What this task involves: Of the lines below, write out exactly those from the line with "border:8px solid #d22;" through the line with "font-size:30px; font-weight:700; line-height:38px", both included, and skip the rest.

★ ★ ★ ★ ★

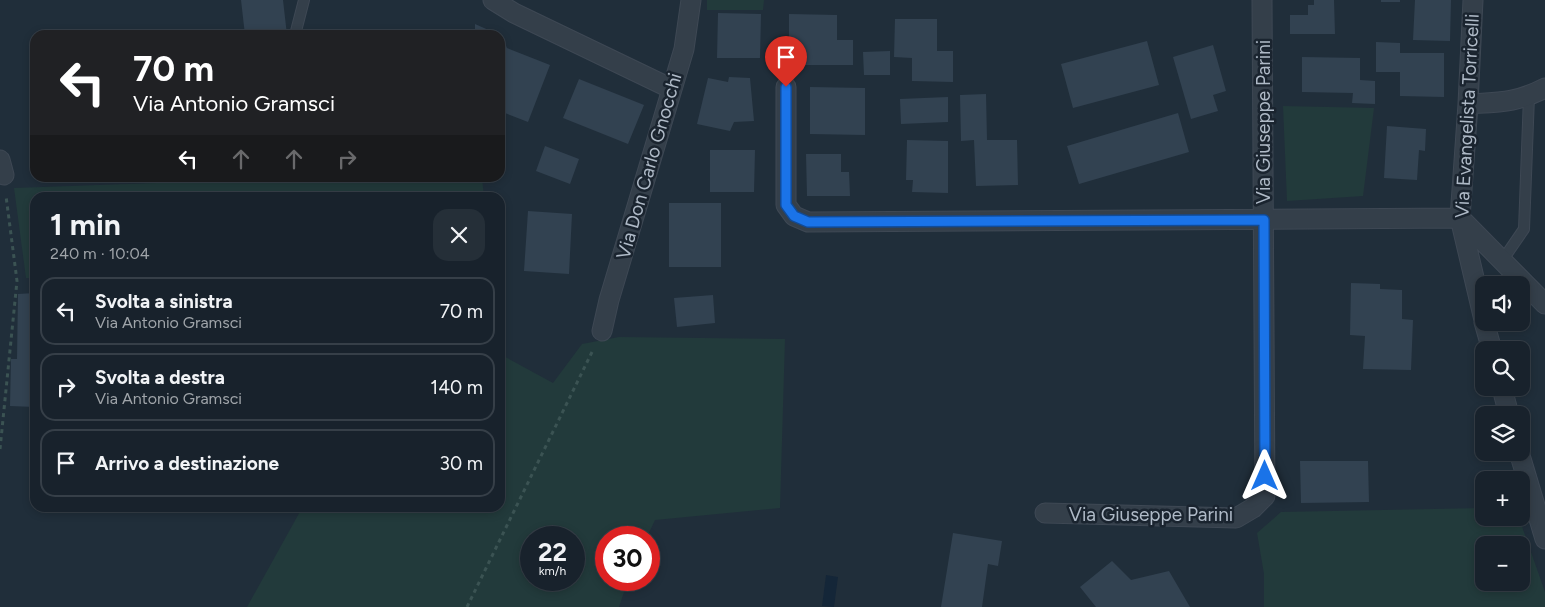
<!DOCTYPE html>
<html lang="it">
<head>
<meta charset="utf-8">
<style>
  body { margin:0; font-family:Figtree,sans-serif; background:#252f38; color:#f1f3f6; height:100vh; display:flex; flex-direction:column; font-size:19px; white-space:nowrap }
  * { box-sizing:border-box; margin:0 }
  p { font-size:16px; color:#9fa4a9 }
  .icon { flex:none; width:28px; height:28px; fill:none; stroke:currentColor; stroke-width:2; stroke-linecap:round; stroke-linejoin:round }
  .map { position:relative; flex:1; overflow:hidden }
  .details { position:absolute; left:30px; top:192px; width:475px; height:320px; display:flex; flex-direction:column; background:#18222c; border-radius:15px; box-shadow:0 2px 8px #0003,0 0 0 1px #363f48 }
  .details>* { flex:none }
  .guide { position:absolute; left:30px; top:30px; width:475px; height:152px; border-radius:15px; box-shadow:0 2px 8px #0003,0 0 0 1px #363f48; background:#202124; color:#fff; overflow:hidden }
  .fabs { position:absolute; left:1475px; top:276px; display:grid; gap:10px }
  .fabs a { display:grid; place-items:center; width:55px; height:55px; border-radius:10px; background:#18222c; box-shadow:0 2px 8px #0003,0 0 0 1px #363f48; font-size:25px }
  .speed { position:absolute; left:520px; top:526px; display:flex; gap:10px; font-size:25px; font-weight:700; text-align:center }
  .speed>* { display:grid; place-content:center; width:65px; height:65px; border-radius:50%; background:#18222c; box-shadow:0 2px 8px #0003,0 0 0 1px #363f48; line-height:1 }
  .speed small { font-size:12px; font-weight:400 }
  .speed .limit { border:8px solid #d22; background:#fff; color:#111 }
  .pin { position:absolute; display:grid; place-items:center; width:42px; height:42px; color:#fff; margin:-51px -21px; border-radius:50% 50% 50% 0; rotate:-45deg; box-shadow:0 0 5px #0007 }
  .pin .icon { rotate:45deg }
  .me { position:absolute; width:55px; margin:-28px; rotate:0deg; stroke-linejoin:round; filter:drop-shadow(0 0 4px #0008) }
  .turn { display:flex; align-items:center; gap:18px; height:105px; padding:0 20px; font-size:22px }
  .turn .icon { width:65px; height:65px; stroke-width:2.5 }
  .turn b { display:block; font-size:35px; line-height:42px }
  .lanes { display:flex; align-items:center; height:48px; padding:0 20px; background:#0003; justify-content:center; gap:25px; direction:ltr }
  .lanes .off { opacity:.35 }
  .round { display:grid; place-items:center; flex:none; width:52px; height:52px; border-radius:15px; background:#252f38 }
  .head { display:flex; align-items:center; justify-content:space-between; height:85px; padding:0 20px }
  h1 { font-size:30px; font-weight:700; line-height:38px }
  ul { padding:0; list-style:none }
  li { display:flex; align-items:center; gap:15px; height:68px; margin:0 10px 8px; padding:0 10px; border:2px solid #363f48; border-radius:15px }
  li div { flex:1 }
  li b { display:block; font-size:19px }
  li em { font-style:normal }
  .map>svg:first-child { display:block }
  .green { fill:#223a3b; fill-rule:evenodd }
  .water { fill:#142638 }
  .building { fill:#324251 }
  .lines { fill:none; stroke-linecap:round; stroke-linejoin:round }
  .service-casing { stroke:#3e4854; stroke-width:12 }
  .minor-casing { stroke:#3e4854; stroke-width:21 }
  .path { stroke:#3b5353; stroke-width:3; stroke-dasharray:4 4; stroke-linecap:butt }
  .service { stroke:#343f4a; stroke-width:10 }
  .minor { stroke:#343f4a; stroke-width:19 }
  .route-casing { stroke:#114b97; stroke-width:12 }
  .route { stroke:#1a73e8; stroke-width:9 }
  .labels { text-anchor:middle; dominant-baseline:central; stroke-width:5; stroke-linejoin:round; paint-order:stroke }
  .street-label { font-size:19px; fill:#afbac7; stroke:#1a242f }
</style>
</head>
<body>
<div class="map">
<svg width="1545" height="607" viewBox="0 0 1545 607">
  <rect width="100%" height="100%" fill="#202e3a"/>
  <path class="green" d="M707,0H764L763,10H707Z
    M1283,106L1374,108L1363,196L1287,201Z
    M299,178H482L484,197L35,198V278H26L14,188Z
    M619,337L785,339L780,508L655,520L647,537L606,538V580H628L619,607H247L302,508H500V354L553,383L582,344ZM531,538H574V580H531Z
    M1484,508V518H1519L1545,592V607H1264V574L1257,533L1281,512ZM1484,545H1521V582H1484Z"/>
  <path class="water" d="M826,575L838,577L834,607L822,606Z"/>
  <path class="building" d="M241,0H283L287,35H245Z
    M1314,0H1334L1335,34H1290V15H1308V5H1314Z
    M1381,0H1400V2H1381Z
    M1415,0H1451L1450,41L1413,40Z
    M718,13L761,14L760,58H717Z
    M789,14L837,15V40H853V65H789Z
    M895,19H937V51H953V82L912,81V58L894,57Z
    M475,24L502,36L507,48L550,65L528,122L500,111V65L502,60L500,59V35H475Z
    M1147,41L1159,85L1073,108L1061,64Z
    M1376,42L1400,43V53H1444V97L1400,96V72H1376Z
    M1213,45L1226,91L1213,95L1218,111L1191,119L1173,57Z
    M890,51V75H864L863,52Z
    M1302,57L1360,58V80L1375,81V104L1352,103L1353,93L1302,92Z
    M729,77L750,78L754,121L734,122L730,131L697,124L708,78L728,82Z
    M579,79L644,105L628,144L563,118Z
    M810,87L865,88V135L810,134Z
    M986,94L987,140H1017L1018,185L976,186L974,140L961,141L960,95Z
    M948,97V122L901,124L900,99Z
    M1178,113L1189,152L1079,184L1067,146Z
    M1387,126L1426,129L1425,151L1419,150L1417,180L1384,178Z
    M907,140L948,141V193L912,192L913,180H906Z
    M545,146L579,159L570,184L536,171Z
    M710,150H755L754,192H710Z
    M806,154H841V172H849L850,196H807Z
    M669,203H721V267H669Z
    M528,211L572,214L569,274L524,271Z
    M1351,283L1380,284V289L1402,290V319L1413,320L1411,370L1363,369L1365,336L1350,335Z
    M35,293V407L10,406L11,359H17L18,294Z
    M713,295L715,323L677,327L674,298Z
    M1300,461H1368L1369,502L1301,503Z
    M953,533L1002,541L998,566L988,564L982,607H941Z
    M1112,561L1131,580L1169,571L1190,607H1096L1080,587Z"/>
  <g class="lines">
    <g class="service-casing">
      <path id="service" d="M295,35L304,0
        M1502,261L1524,229L1529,96"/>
    </g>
    <g class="minor-casing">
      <path id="minor" d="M493,0L514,13L672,89
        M1473,0L1468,104L1460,218L1484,320
        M786,87V205L794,216L808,222L1460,218
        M1468,104C1500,102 1516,103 1545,88
        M0,160L4,175
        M1460,218L1545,304
        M1484,322L1492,350
        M602,331L609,300L684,49L691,0
        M1502,388L1509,415
        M1519,452L1545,539
        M1045,513L1236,518L1253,508L1265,496L1262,0"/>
    </g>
    <path class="path" d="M0,449L17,281L6,196
      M467,607L593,350"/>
    <use href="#service" class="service"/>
    <use href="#minor" class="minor"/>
  </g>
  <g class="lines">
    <g class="route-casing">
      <path id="route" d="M786,87V205L794,216L808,222L1264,220L1265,476"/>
    </g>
    <use href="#route" class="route"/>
  </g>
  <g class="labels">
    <g class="street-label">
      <text transform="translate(1467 116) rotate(-87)">Via Evangelista Torricelli</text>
      <text transform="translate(1263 122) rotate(-90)">Via Giuseppe Parini</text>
      <text transform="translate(649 166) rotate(-74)">Via Don Carlo Gnocchi</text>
      <text x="1151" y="514">Via Giuseppe Parini</text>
    </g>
  </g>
</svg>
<div class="fabs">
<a><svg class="icon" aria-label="sound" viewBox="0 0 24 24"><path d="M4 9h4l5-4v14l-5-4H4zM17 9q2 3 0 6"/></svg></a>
<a><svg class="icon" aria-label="search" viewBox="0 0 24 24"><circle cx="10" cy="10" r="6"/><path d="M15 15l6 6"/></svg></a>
<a><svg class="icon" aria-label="layers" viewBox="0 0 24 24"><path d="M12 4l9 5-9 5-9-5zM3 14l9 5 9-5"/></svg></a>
<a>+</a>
<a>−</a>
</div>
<div class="speed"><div>22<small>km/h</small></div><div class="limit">30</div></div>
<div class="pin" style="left:786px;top:87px;background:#d93025"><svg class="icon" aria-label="arrive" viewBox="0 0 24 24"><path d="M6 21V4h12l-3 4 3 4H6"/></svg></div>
<svg class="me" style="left:1265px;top:476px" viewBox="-20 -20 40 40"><path d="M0-17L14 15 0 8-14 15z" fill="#1a73e8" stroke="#fff" stroke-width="4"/></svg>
<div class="guide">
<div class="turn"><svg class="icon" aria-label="left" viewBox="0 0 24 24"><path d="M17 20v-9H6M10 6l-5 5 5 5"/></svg><div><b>70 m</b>Via Antonio Gramsci</div></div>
<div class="lanes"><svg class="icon" aria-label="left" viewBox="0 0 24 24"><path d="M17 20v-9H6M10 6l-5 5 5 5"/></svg><svg class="icon off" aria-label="ahead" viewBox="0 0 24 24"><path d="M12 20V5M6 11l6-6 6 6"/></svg><svg class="icon off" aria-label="ahead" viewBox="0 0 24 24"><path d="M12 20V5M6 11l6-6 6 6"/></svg><svg class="icon off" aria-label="right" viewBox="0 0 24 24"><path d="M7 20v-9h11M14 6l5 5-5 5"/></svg></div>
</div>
<section class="details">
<div class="head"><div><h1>1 min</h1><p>240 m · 10:04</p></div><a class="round"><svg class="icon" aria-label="close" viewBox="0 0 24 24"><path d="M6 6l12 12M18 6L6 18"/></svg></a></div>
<ul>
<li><svg class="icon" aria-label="left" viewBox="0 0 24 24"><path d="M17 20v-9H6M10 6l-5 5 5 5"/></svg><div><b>Svolta a sinistra</b><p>Via Antonio Gramsci</p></div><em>70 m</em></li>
<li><svg class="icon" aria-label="right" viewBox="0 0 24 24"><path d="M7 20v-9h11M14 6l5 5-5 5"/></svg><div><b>Svolta a destra</b><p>Via Antonio Gramsci</p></div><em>140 m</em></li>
<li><svg class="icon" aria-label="arrive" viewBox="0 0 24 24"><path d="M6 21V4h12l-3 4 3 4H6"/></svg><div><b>Arrivo a destinazione</b></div><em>30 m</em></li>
</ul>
</section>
</div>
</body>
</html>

★ ★ ★ ★ ★

Solution to this task:
  .speed .limit { border:8px solid #d22; background:#fff; color:#111 }
  .pin { position:absolute; display:grid; place-items:center; width:42px; height:42px; color:#fff; margin:-51px -21px; border-radius:50% 50% 50% 0; rotate:-45deg; box-shadow:0 0 5px #0007 }
  .pin .icon { rotate:45deg }
  .me { position:absolute; width:55px; margin:-28px; rotate:0deg; stroke-linejoin:round; filter:drop-shadow(0 0 4px #0008) }
  .turn { display:flex; align-items:center; gap:18px; height:105px; padding:0 20px; font-size:22px }
  .turn .icon { width:65px; height:65px; stroke-width:2.5 }
  .turn b { display:block; font-size:35px; line-height:42px }
  .lanes { display:flex; align-items:center; height:48px; padding:0 20px; background:#0003; justify-content:center; gap:25px; direction:ltr }
  .lanes .off { opacity:.35 }
  .round { display:grid; place-items:center; flex:none; width:52px; height:52px; border-radius:15px; background:#252f38 }
  .head { display:flex; align-items:center; justify-content:space-between; height:85px; padding:0 20px }
  h1 { font-size:30px; font-weight:700; line-height:38px }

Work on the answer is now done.